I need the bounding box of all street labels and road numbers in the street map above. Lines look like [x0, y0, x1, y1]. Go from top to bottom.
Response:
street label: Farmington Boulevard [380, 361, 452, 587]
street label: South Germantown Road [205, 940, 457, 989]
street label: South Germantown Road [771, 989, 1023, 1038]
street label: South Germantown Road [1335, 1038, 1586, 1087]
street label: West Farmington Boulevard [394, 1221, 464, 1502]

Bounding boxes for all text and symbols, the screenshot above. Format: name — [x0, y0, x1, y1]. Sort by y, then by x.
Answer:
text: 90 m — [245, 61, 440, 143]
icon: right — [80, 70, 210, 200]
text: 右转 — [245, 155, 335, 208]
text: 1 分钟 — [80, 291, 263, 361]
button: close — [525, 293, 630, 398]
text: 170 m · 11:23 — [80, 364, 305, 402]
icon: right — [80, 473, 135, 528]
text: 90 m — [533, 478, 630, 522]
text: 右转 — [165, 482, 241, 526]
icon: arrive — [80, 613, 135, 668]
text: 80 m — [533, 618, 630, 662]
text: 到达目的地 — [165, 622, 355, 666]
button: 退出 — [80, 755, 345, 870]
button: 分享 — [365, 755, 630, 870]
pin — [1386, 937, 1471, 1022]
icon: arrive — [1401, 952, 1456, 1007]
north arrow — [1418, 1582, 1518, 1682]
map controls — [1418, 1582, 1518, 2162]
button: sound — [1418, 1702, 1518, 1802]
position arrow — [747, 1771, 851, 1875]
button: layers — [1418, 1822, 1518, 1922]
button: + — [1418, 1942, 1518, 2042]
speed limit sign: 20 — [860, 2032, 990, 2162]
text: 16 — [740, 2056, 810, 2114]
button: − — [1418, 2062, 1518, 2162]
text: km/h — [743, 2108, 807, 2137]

───

**EXERCISE DESCRIPTION**
The entries shown above must be restated word for word.

**EXERCISE ANSWER**
I need the bounding box of all street labels and road numbers in the street map above. Lines look like [x0, y0, x1, y1]. Go from top to bottom.
Response:
street label: Farmington Boulevard [380, 361, 452, 587]
street label: South Germantown Road [205, 940, 457, 989]
street label: South Germantown Road [771, 989, 1023, 1038]
street label: South Germantown Road [1335, 1038, 1586, 1087]
street label: West Farmington Boulevard [394, 1221, 464, 1502]

Bounding boxes for all text and symbols, the screenshot above. Format: name — [x0, y0, x1, y1]. Sort by y, then by x.
Answer:
text: 90 m — [245, 61, 440, 143]
icon: right — [80, 70, 210, 200]
text: 右转 — [245, 155, 335, 208]
text: 1 分钟 — [80, 291, 263, 361]
button: close — [525, 293, 630, 398]
text: 170 m · 11:23 — [80, 364, 305, 402]
icon: right — [80, 473, 135, 528]
text: 90 m — [533, 478, 630, 522]
text: 右转 — [165, 482, 241, 526]
icon: arrive — [80, 613, 135, 668]
text: 80 m — [533, 618, 630, 662]
text: 到达目的地 — [165, 622, 355, 666]
button: 退出 — [80, 755, 345, 870]
button: 分享 — [365, 755, 630, 870]
pin — [1386, 937, 1471, 1022]
icon: arrive — [1401, 952, 1456, 1007]
north arrow — [1418, 1582, 1518, 1682]
map controls — [1418, 1582, 1518, 2162]
button: sound — [1418, 1702, 1518, 1802]
position arrow — [747, 1771, 851, 1875]
button: layers — [1418, 1822, 1518, 1922]
button: + — [1418, 1942, 1518, 2042]
speed limit sign: 20 — [860, 2032, 990, 2162]
text: 16 — [740, 2056, 810, 2114]
button: − — [1418, 2062, 1518, 2162]
text: km/h — [743, 2108, 807, 2137]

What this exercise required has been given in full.